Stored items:
____
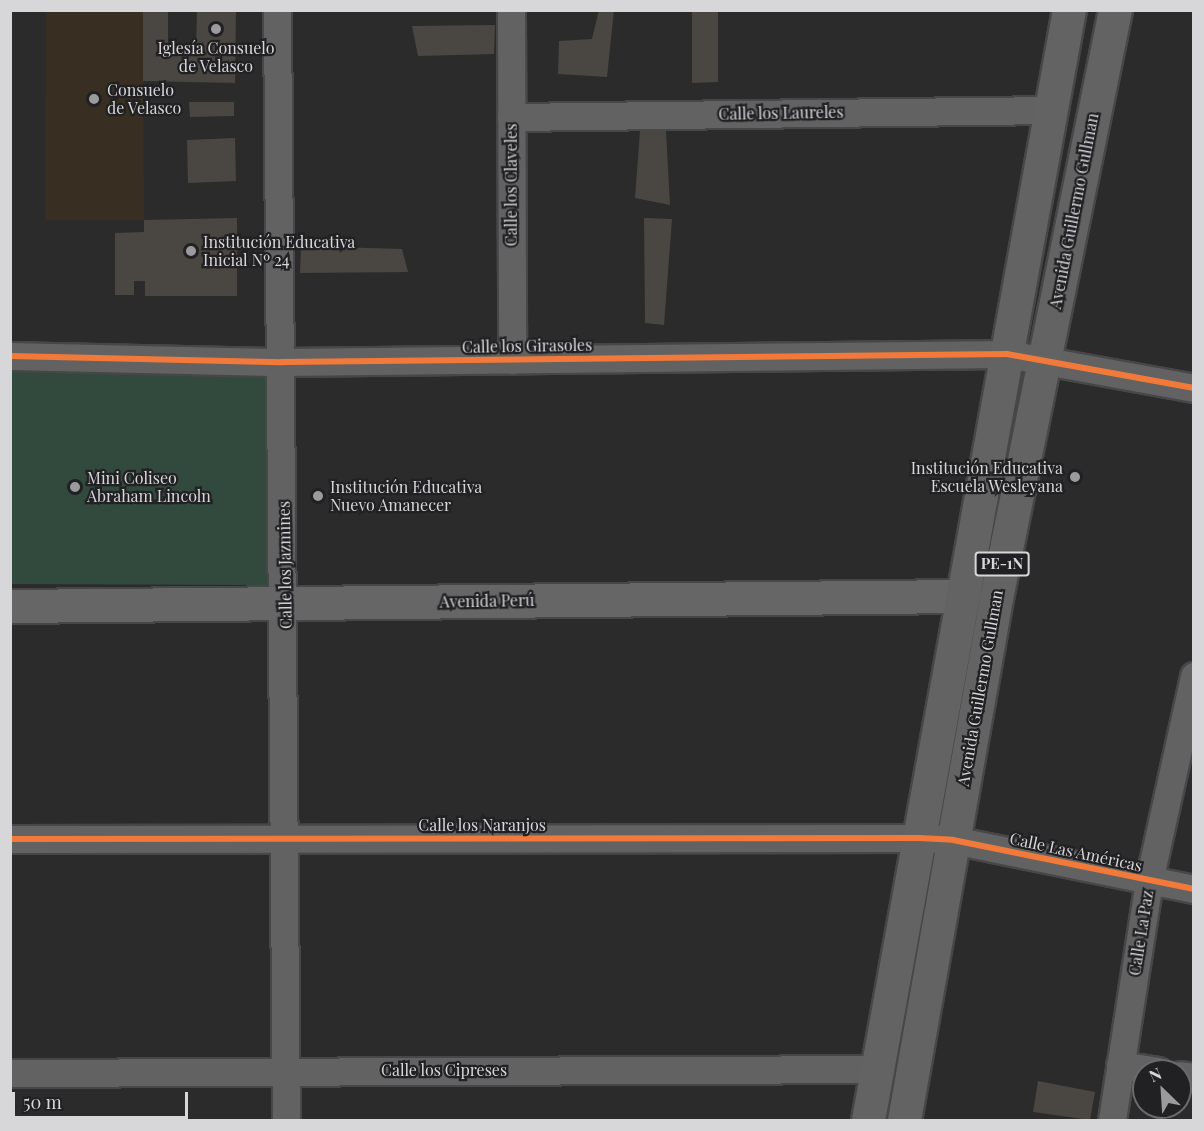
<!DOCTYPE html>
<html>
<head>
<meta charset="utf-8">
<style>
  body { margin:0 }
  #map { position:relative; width:1204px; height:1131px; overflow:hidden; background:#2b2b2c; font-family:"Playfair Display",serif }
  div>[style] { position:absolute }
  .medical>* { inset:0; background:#392e22 }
  .green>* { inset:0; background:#32493e }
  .building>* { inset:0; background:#4a4642 }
  .roads { filter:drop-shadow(2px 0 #474648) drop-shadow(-2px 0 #474648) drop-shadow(0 2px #474648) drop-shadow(0 -2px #474648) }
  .street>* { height:27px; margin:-13.5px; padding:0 13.5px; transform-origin:13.5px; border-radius:13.5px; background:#636263 }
  .secondary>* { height:33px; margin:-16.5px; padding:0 16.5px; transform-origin:16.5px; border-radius:16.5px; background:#666 }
  .primary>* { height:33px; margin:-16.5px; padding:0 16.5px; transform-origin:16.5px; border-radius:16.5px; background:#646363 }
  .cycleway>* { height:6px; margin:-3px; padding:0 3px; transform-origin:3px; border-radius:3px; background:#f17a3a }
  .dots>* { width:16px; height:16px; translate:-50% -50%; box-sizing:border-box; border:3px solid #212023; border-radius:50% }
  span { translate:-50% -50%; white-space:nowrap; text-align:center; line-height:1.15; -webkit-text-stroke:4.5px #212023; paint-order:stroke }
  .shield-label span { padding:2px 4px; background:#212023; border:2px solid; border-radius:4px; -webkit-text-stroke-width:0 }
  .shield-label { font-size:15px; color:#d7d6d9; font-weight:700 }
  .poi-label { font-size:16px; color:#d7d6d9 }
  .left { translate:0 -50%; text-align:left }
  .right { translate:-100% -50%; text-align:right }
  .street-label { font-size:16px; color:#d7d6d9 }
  .frame { position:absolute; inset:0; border:12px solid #d7d6d9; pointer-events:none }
  .north { position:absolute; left:1132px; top:1059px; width:60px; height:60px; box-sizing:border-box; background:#212023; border:2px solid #6a696c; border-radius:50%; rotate:335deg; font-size:16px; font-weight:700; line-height:24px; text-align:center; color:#d7d6d9 }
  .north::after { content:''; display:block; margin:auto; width:21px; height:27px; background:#9b9a9c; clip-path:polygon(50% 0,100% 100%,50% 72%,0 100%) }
  .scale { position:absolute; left:12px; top:1092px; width:176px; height:27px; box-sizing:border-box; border:3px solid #d7d6d9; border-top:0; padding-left:8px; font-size:18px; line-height:21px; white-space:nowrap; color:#d7d6d9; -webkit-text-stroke:4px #212023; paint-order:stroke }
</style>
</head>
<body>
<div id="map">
  <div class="medical">
    <div style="clip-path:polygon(46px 11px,143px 11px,144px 220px,45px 220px)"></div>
  </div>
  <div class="green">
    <div style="clip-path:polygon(11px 366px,270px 367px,268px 585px,11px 584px)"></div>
  </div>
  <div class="building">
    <div style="clip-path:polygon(143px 10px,168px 10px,168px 47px,196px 47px,197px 10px,236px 10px,235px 83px,143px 81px)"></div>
    <div style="clip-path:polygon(599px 10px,614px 10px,607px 77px,558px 74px,559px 41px,592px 39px)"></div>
    <div style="clip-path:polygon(692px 10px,718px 10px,718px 82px,692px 83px)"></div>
    <div style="clip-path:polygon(495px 25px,494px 54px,418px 56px,412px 26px)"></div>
    <div style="clip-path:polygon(189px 102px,234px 102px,234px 116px,190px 117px)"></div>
    <div style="clip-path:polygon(640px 131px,666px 131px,670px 205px,635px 198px)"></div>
    <div style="clip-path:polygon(235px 138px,236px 181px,188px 183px,187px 140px)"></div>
    <div style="clip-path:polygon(237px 218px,237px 296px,145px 296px,145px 281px,134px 281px,134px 295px,115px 295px,115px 233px,144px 232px,144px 220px)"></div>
    <div style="clip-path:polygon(644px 218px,672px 219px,664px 325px,645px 323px)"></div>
    <div style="clip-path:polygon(301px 246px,402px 249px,408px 272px,300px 273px)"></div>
    <div style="clip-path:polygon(1038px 1081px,1095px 1092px,1090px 1120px,1033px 1112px)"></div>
  </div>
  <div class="roads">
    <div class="street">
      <div style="left:277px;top:10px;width:1110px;rotate:89.54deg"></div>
      <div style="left:511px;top:10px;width:350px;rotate:89.8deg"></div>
      <div style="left:511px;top:117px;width:540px;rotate:-0.74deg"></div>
      <div style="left:10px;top:356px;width:272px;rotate:1.3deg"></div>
      <div style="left:282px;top:362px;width:725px;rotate:-0.63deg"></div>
      <div style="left:1007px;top:354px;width:190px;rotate:10.3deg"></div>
      <div style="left:10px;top:839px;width:909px;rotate:-0.06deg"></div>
      <div style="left:919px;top:838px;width:34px;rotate:3deg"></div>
      <div style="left:953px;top:840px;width:246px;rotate:11.5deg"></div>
      <div style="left:1120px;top:1065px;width:38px;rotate:9deg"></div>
      <div style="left:10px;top:1073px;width:867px;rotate:-0.26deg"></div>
      <div style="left:1180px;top:1075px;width:14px;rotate:8deg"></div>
      <div style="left:1112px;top:1120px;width:242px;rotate:-81.2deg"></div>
      <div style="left:1149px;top:881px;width:210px;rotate:-77.6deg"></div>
    </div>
    <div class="secondary">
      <div style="left:10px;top:606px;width:953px;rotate:-0.6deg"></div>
    </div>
    <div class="primary">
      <div style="left:868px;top:1120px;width:1128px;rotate:-79.74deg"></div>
      <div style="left:904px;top:1120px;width:530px;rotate:-80deg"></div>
      <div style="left:996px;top:598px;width:600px;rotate:-78.56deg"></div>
    </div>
  </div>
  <div class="cycleway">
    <div style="left:10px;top:356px;width:272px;rotate:1.3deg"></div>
    <div style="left:282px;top:362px;width:725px;rotate:-0.63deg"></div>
    <div style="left:1007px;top:354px;width:190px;rotate:10.3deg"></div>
    <div style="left:10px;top:839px;width:909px;rotate:-0.06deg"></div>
    <div style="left:919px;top:838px;width:34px;rotate:3deg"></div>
    <div style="left:953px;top:840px;width:246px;rotate:11.5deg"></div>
  </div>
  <div class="dots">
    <div style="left:216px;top:29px;background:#9b9a9c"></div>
    <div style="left:94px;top:99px;background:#9b9a9c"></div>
    <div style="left:191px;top:251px;background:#9b9a9c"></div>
    <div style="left:1075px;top:477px;background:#9b9a9c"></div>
    <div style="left:75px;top:487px;background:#9b9a9c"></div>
    <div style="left:318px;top:496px;background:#9b9a9c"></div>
  </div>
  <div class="shield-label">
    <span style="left:1002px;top:564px">PE-1N</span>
  </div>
  <div class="poi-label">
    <span style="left:216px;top:57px">Iglesía Consuelo<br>de Velasco</span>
    <span class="left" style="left:107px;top:99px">Consuelo<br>de Velasco</span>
    <span class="left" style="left:203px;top:251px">Institución Educativa<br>Inicial Nº 24</span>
    <span class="right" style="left:1063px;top:477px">Institución Educativa<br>Escuela Wesleyana</span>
    <span class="left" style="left:87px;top:487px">Mini Coliseo<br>Abraham Lincoln</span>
    <span class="left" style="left:330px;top:496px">Institución Educativa<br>Nuevo Amanecer</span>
  </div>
  <div class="street-label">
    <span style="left:781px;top:113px;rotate:-1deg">Calle los Laureles</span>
    <span style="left:511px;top:185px;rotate:-90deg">Calle los Claveles</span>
    <span style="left:1074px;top:211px;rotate:-79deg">Avenida Guillermo Gullman</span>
    <span style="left:527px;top:346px;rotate:-1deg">Calle los Girasoles</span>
    <span style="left:285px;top:565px;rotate:-91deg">Calle los Jazmines</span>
    <span style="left:487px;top:601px;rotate:-1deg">Avenida Perú</span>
    <span style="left:980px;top:688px;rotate:-80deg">Avenida Guillermo Gullman</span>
    <span style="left:482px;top:825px">Calle los Naranjos</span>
    <span style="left:1076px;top:852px;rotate:12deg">Calle Las Américas</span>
    <span style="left:1141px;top:933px;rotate:-81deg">Calle La Paz</span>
    <span style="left:444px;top:1070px">Calle los Cipreses</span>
  </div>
  <div class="frame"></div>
  <div class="north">N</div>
  <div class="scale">50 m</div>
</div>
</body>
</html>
____
#### [Goal of the exercise]
Starting with the line that holds "height:27px; margin:-13.5px; padding:0" and ending with the line that holds "padding:2px 4px; background:#212023;", retype every line in the data above exactly, and nothing else.

#### [Exercise solution]
  .street>* { height:27px; margin:-13.5px; padding:0 13.5px; transform-origin:13.5px; border-radius:13.5px; background:#636263 }
  .secondary>* { height:33px; margin:-16.5px; padding:0 16.5px; transform-origin:16.5px; border-radius:16.5px; background:#666 }
  .primary>* { height:33px; margin:-16.5px; padding:0 16.5px; transform-origin:16.5px; border-radius:16.5px; background:#646363 }
  .cycleway>* { height:6px; margin:-3px; padding:0 3px; transform-origin:3px; border-radius:3px; background:#f17a3a }
  .dots>* { width:16px; height:16px; translate:-50% -50%; box-sizing:border-box; border:3px solid #212023; border-radius:50% }
  span { translate:-50% -50%; white-space:nowrap; text-align:center; line-height:1.15; -webkit-text-stroke:4.5px #212023; paint-order:stroke }
  .shield-label span { padding:2px 4px; background:#212023; border:2px solid; border-radius:4px; -webkit-text-stroke-width:0 }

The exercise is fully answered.